Que voulez-vous donc dire, et que prétendez-vous par cette grande exagération qui fait la moitié de votre lettre ? Que signifient tous ces beaux traits : « Que les romans et les comédies n’ont rien de commun avec le Jansénisme : qu’on se doit contenter de donner les rangs en l’autre monde, sans régler les récompenses de celui-ci : qu’on ne doit point envier à ceux qui s’amusent à ces bagatelles, de misérables honneurs auxquels on a renoncé
», pour ne rien dire du reste ; car il faudrait tout copier ? En vérité le zèle de la poésie vous emporte. Il est dangereux de s’y laisser aller : on n’en revient pas comme on veut, cela n’aide pas à penser juste ; et toute votre lettre se ressent de cette émotion qui vous a pris dès le commencement. Car, dites-moi, Monsieur, à quoi songez-vous quand vous avancez que si l’on concluait « qu’il ne faut pas aller à la comédie, parce que saint Augustin s’accuse de s’y être laissé attendrir ; il faudrait aussi conclure, de ce que le même saint s’accuse d’avoir trop pris de plaisir aux chants de l’église, qu’il ne faut plus aller à l’église
». Quoi, s’il faut quitter les choses qui sont mauvaises, et dont nous ne saurions faire un bon usage, faut-il aussi quitter les bonnes, parce que nous en pouvons faire un mauvais ? Est-ce ainsi que vous raisonnez ? Mais si cette fougue n’est pas heureuse pour le raisonnement, au moins elle sert à embellir les histoires, et il est aisé de connaître celles qui ont passé par les mains de ceux qui savent faire des desseins de romans.
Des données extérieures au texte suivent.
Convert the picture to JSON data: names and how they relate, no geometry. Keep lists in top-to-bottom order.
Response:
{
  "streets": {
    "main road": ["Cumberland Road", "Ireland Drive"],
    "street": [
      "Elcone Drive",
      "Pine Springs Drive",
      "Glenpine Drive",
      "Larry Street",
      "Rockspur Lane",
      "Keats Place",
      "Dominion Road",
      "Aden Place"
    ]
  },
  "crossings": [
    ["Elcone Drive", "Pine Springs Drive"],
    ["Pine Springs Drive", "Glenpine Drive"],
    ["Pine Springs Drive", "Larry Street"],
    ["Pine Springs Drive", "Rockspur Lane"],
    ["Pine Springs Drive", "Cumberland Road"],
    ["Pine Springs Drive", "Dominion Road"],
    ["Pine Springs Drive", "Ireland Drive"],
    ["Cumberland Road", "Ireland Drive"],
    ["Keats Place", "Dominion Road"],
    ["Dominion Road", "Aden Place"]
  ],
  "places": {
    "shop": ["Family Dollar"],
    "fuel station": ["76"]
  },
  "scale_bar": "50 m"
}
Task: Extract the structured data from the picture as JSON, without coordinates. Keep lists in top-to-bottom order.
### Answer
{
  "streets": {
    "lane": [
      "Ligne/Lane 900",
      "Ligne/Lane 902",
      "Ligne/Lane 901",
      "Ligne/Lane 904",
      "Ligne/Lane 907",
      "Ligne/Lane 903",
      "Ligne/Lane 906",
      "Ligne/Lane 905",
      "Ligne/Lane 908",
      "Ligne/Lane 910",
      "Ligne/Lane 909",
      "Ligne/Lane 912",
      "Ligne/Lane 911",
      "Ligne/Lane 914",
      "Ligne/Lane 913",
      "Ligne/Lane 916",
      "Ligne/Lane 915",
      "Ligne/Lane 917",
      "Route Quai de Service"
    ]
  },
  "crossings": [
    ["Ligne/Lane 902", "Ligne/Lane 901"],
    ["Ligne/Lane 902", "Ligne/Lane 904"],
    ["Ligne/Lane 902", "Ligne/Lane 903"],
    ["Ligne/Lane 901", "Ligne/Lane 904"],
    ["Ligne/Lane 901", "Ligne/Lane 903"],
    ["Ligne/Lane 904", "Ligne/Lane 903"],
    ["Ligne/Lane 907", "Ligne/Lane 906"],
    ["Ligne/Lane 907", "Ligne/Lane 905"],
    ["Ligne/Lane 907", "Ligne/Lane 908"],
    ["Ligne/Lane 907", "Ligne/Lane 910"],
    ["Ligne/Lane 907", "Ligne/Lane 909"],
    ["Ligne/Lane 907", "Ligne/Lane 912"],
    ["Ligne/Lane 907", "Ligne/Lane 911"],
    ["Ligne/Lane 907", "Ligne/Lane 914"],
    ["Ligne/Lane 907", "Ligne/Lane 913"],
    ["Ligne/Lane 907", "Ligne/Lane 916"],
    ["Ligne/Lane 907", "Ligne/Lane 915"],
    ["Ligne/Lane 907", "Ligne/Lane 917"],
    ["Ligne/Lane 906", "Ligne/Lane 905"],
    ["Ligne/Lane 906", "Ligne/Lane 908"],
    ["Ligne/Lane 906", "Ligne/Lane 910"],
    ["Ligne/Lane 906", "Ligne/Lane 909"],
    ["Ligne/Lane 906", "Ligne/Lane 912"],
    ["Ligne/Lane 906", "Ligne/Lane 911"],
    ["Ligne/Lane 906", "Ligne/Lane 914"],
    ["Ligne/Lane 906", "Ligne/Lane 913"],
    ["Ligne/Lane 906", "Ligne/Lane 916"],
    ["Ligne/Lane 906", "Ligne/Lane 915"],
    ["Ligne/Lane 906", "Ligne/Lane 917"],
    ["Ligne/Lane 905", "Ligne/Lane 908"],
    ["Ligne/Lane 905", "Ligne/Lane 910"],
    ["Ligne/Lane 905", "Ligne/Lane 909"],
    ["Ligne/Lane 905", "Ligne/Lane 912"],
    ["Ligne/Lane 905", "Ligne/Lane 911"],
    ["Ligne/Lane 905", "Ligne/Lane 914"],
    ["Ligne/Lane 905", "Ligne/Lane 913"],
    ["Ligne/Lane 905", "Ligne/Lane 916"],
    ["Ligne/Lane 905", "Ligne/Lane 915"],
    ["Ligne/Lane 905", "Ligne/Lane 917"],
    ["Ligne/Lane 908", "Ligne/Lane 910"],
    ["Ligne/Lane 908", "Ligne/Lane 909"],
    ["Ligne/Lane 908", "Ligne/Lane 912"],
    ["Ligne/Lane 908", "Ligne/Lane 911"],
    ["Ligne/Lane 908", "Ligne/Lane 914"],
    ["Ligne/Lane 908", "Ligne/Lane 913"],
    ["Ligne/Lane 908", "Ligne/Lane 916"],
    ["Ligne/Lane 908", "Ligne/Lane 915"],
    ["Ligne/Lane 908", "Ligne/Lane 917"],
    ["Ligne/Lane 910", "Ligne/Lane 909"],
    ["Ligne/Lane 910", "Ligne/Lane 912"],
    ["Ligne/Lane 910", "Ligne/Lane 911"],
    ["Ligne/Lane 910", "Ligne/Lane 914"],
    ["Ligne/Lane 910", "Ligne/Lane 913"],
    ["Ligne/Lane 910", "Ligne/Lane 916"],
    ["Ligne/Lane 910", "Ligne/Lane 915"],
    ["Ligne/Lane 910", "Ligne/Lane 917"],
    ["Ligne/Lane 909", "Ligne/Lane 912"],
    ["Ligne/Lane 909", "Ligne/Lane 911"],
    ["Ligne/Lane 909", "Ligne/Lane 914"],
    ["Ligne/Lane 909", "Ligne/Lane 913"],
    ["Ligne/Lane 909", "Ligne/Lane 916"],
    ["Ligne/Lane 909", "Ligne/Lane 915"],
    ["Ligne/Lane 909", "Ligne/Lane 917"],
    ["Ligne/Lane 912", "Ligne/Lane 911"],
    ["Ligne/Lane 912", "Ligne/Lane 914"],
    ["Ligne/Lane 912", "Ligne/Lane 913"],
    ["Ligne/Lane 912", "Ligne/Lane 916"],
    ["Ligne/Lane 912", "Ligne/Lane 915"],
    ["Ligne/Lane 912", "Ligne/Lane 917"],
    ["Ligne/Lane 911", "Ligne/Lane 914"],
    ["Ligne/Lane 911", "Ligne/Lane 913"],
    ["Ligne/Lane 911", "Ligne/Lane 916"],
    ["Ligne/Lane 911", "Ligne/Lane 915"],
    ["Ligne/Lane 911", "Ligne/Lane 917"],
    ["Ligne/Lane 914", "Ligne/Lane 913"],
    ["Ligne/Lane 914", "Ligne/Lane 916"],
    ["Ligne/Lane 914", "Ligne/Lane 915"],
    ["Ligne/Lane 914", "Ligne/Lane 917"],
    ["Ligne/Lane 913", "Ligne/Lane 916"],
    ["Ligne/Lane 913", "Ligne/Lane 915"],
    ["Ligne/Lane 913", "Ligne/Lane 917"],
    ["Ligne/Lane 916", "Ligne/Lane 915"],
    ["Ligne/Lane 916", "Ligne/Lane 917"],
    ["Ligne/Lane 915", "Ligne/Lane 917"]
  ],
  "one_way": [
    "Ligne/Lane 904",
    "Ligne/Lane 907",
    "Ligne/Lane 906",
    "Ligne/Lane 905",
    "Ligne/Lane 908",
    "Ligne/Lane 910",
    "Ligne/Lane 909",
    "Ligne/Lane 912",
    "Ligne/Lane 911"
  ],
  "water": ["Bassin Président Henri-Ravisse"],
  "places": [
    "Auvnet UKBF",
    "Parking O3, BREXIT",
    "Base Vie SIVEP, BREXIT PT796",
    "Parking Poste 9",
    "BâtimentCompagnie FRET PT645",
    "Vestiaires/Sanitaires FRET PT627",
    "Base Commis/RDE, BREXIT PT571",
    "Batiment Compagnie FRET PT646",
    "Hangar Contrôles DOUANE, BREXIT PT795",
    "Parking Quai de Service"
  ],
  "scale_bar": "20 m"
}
On voit bien que vous avez travaillé sur celle des deux Capucins. Mais ce n’est pas assez ; il est juste que chacun profite de ce qui lui appartient, et que le monde sache ce qu’il y a de votre invention dans le récit de cette aventure. Je ne vous déroberai rien ; ce qui n’est point de vous est fort peu de chose, et vous allez être fort bien partagé.
Il est vrai, car j’ai eu soin de m’en informer, que deux Capucins, dont l’un était parent de M. de Bagnols, vinrent un jour à Port-Royal demander l’hospitalité. On en donna avis à la mère Angélique : et comme on lui demanda si l’on ne leur ferait point quelque réception extraordinaire à cause de M. de Bagnols ; elle répondit qu’on ne devait rien ajouter pour cela à la manière dont on avait accoutumé de recevoir les religieux, et que M. de Bagnols ne voulait point qu’en sa considération {p. 7}on changeât, même dans les moindres choses, les pratiques du monastère.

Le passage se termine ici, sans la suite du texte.